> Records shown
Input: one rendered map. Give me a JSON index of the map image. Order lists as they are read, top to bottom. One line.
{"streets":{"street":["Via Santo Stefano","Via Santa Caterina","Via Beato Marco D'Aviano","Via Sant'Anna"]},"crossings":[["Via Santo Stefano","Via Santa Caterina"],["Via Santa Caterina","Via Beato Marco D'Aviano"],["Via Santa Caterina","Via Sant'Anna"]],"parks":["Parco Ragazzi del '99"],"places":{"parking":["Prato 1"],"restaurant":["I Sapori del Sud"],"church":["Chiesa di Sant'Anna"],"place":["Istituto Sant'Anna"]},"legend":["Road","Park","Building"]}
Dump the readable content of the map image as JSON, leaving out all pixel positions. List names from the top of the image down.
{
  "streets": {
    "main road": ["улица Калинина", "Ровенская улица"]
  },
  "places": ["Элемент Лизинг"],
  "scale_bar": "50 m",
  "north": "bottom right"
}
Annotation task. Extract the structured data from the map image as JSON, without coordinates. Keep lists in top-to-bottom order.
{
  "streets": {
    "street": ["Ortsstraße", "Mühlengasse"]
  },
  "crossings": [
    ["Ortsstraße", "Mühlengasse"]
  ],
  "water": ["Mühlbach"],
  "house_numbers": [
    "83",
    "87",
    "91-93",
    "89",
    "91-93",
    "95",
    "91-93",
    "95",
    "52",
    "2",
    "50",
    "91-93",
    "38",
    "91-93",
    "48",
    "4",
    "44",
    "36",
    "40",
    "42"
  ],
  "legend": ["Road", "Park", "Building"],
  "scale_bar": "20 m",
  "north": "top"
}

> Problem details
All entries given above are to be printed again exactly.

> Solution to the exercise
Input: one rendered map. Give me a JSON index of the map image. Order lists as they are read, top to bottom. One line.
{"streets":{"street":["Via Santo Stefano","Via Santa Caterina","Via Beato Marco D'Aviano","Via Sant'Anna"]},"crossings":[["Via Santo Stefano","Via Santa Caterina"],["Via Santa Caterina","Via Beato Marco D'Aviano"],["Via Santa Caterina","Via Sant'Anna"]],"parks":["Parco Ragazzi del '99"],"places":{"parking":["Prato 1"],"restaurant":["I Sapori del Sud"],"church":["Chiesa di Sant'Anna"],"place":["Istituto Sant'Anna"]},"legend":["Road","Park","Building"]}
Dump the readable content of the map image as JSON, leaving out all pixel positions. List names from the top of the image down.
{
  "streets": {
    "main road": ["улица Калинина", "Ровенская улица"]
  },
  "places": ["Элемент Лизинг"],
  "scale_bar": "50 m",
  "north": "bottom right"
}
Annotation task. Extract the structured data from the map image as JSON, without coordinates. Keep lists in top-to-bottom order.
{
  "streets": {
    "street": ["Ortsstraße", "Mühlengasse"]
  },
  "crossings": [
    ["Ortsstraße", "Mühlengasse"]
  ],
  "water": ["Mühlbach"],
  "house_numbers": [
    "83",
    "87",
    "91-93",
    "89",
    "91-93",
    "95",
    "91-93",
    "95",
    "52",
    "2",
    "50",
    "91-93",
    "38",
    "91-93",
    "48",
    "4",
    "44",
    "36",
    "40",
    "42"
  ],
  "legend": ["Road", "Park", "Building"],
  "scale_bar": "20 m",
  "north": "top"
}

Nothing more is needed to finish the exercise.